In Sanfelice’s restructuring, the curved façade received an imposing and somewhat mannerist bugnato portal in piperno, executed by Antonio Saggese. Behind it lies an irregular courtyard that, likely due to pre-exiting conditions, curves towards the left. Clearly, the particularities of the existing situation did not allow for the insertion of a central staircase in the rear wall. In order to organize the unassuming courtyard in a seemingly symmetrical and more monumental way, Sanfelice inserted two other rusticated portals, one of them more or less in the centre of the axis of the main portal. Yet it is the off-axis left one, in the corner of the rear wall, that gives access to an octagonal staircase. This space is entered diagonally, offering the visitor a dramatic view across the open square newel that is rotated 45° with respect to the portal.
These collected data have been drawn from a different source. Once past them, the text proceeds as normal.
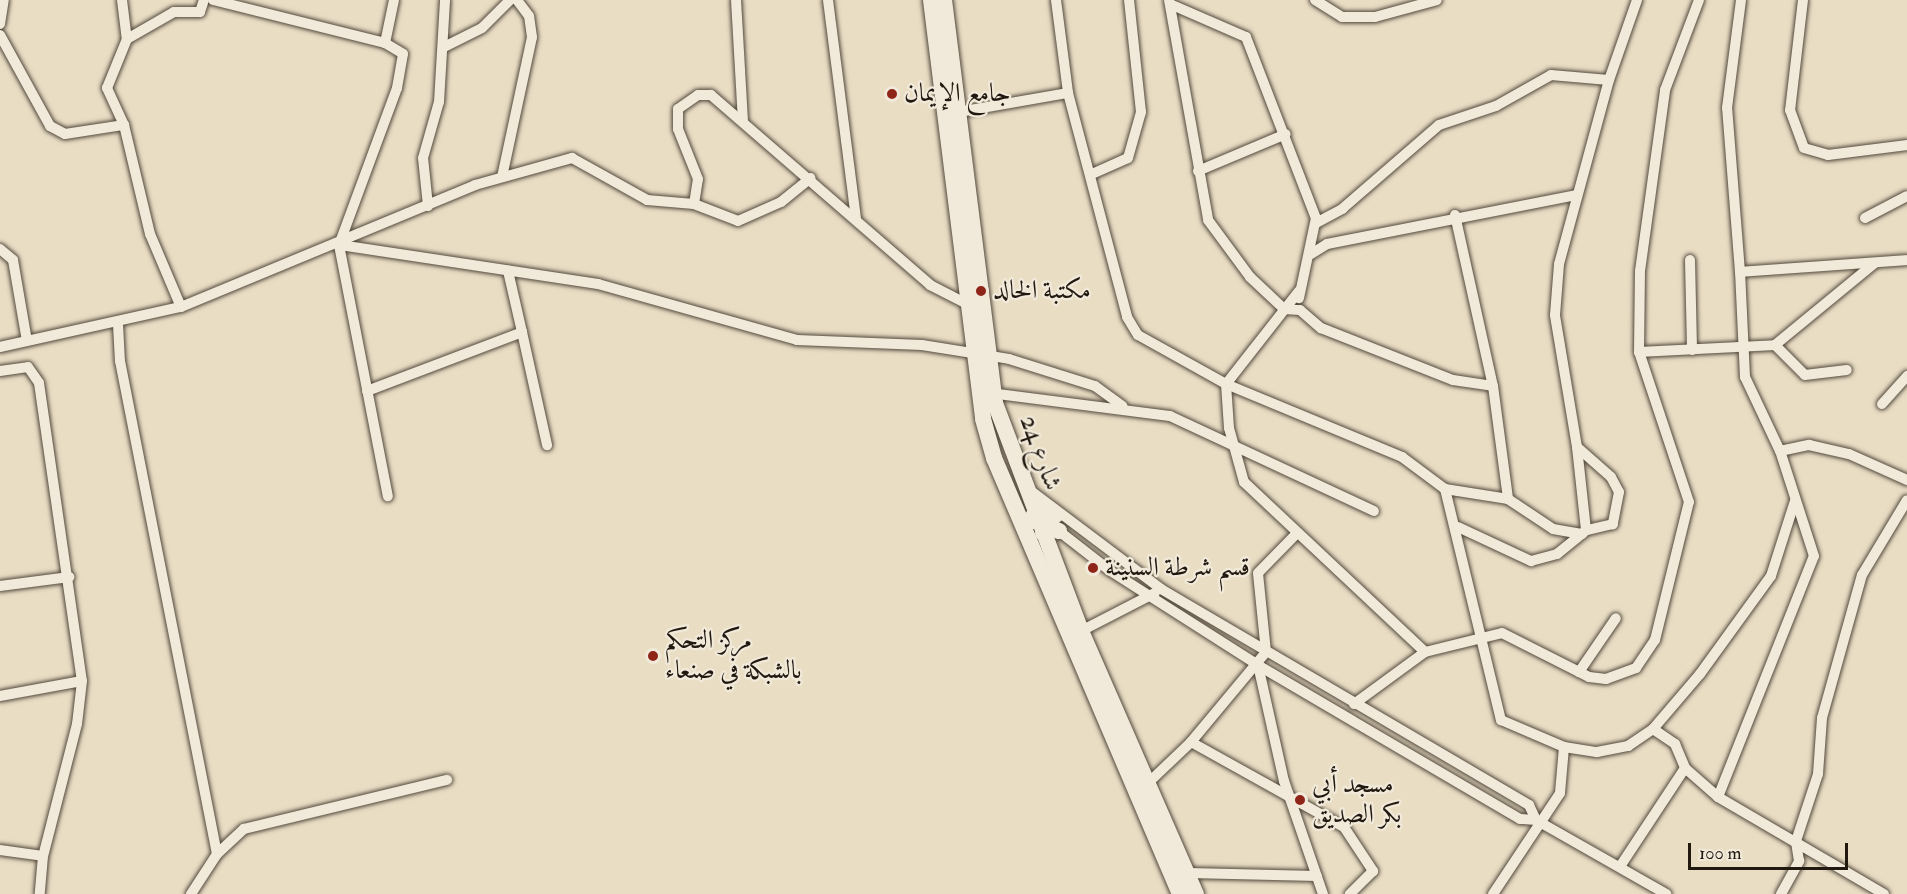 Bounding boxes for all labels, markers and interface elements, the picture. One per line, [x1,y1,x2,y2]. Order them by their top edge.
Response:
place label: جامع الإيمان [904,78,1011,110]
marker: جامع الإيمان [885,87,899,101]
place label: مكتبة الخالد [993,275,1091,307]
marker: مكتبة الخالد [974,284,988,298]
street label: شارع 24 [1012,411,1068,495]
place label: قسم شرطة السنينة [1105,552,1250,584]
marker: قسم شرطة السنينة [1086,561,1100,575]
place label: مركز التحكم بالشبكة في صنعاء [665,625,802,686]
marker: مركز التحكم بالشبكة في صنعاء [646,649,660,663]
place label: مسجد أبي بكر الصديق [1312,769,1402,831]
marker: مسجد أبي بكر الصديق [1293,793,1307,807]
scale bar [1691,831,1852,869]
text: 100 m [1699,842,1742,865] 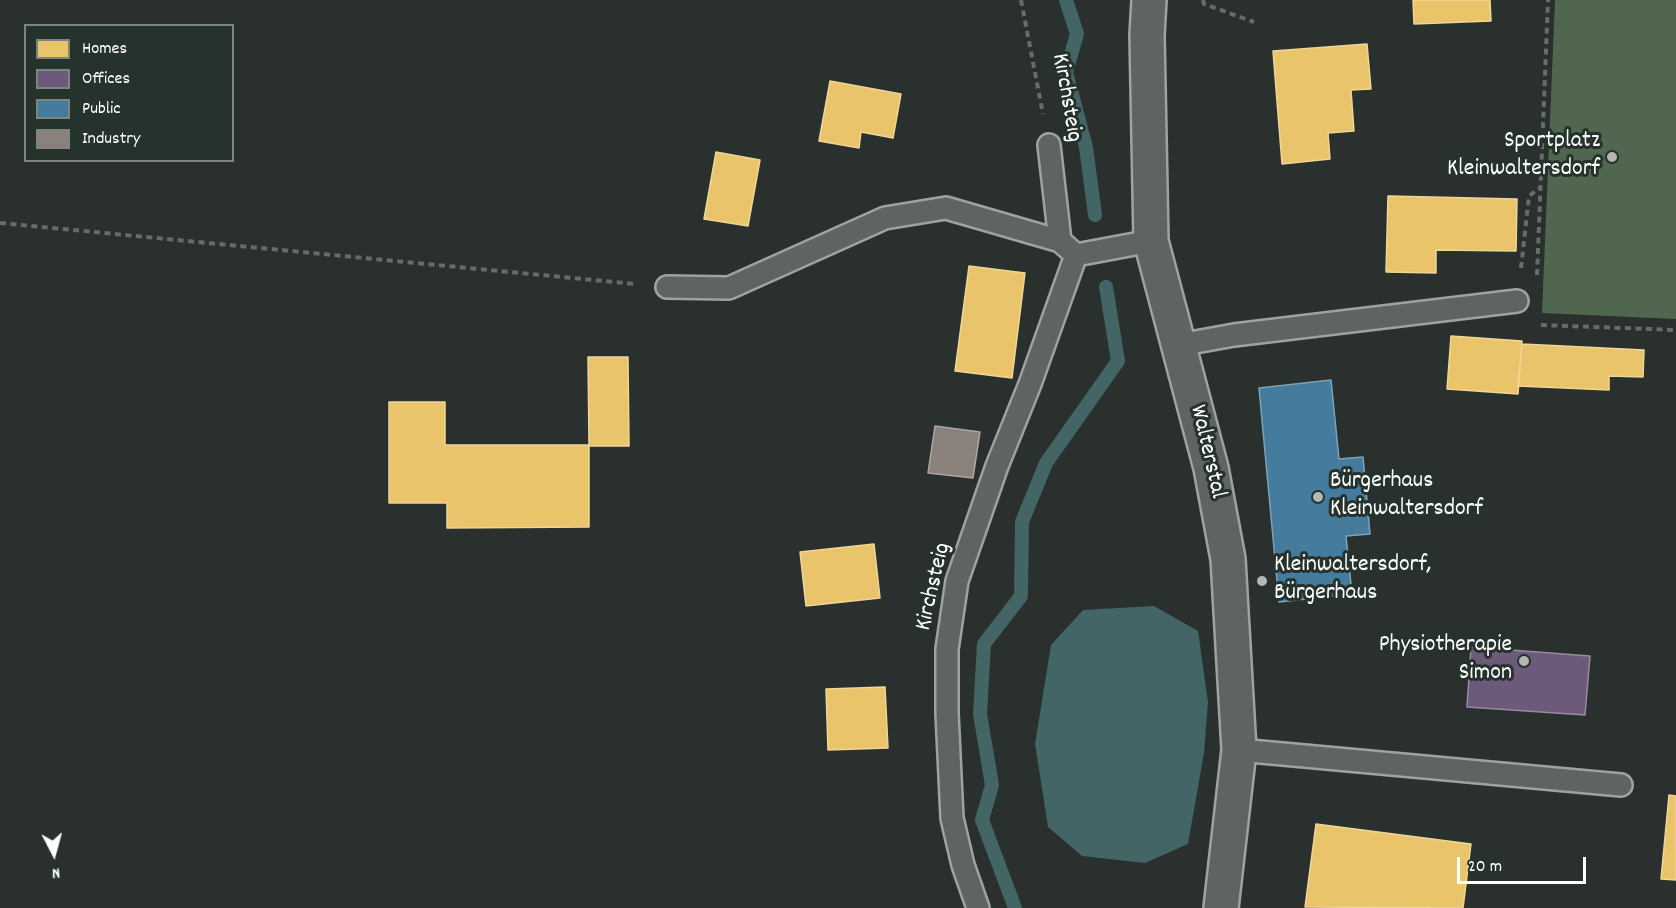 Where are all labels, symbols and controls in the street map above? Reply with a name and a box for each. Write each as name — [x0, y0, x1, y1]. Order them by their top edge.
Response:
legend — [24, 24, 234, 162]
text: Homes — [82, 37, 127, 62]
street label: Kirchsteig — [1043, 51, 1087, 145]
text: Offices — [82, 67, 130, 92]
text: Public — [82, 97, 121, 122]
text: Industry — [82, 127, 140, 152]
place label: Sportplatz Kleinwaltersdorf — [1447, 129, 1600, 185]
marker: Sportplatz Kleinwaltersdorf — [1605, 150, 1619, 164]
street label: Walterstal — [1181, 402, 1231, 502]
place label: Bürgerhaus Kleinwaltersdorf — [1330, 469, 1483, 525]
marker: Bürgerhaus Kleinwaltersdorf — [1311, 490, 1325, 504]
street label: Kirchsteig — [911, 540, 959, 634]
place label: Kleinwaltersdorf, Bürgerhaus — [1274, 553, 1432, 609]
marker: Kleinwaltersdorf, Bürgerhaus — [1255, 574, 1269, 588]
place label: Physiotherapie Simon — [1379, 633, 1512, 689]
marker: Physiotherapie Simon — [1517, 654, 1531, 668]
north arrow — [24, 824, 84, 884]
scale bar — [1460, 845, 1589, 883]
text: 20 m — [1468, 855, 1502, 880]
text: N — [51, 861, 61, 884]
The stairs are cantilevered, unsupported by columns. It is an audacious solution that Sanfelice will repeat, but then in a lozenge-shaped form, in his slightly later Palazzo Di Majo (1726). The solution, with four landings per complete revolution and doors at every half-landing, allows access to the mezzanine floors of the palace. Deceivingly plain in its planimetric lay-out, the resulting effect is spectacular and dynamic. Added to this is the effect of the natural light pouring in through the arches on the courtyard and from a top floor oval eye. As Blunt asserted, this arrangement “seems to be a personal invention of Sanfelice and is not paralleled in staircases by other Baroque architects.”¹

1. Blunt 1975: 146.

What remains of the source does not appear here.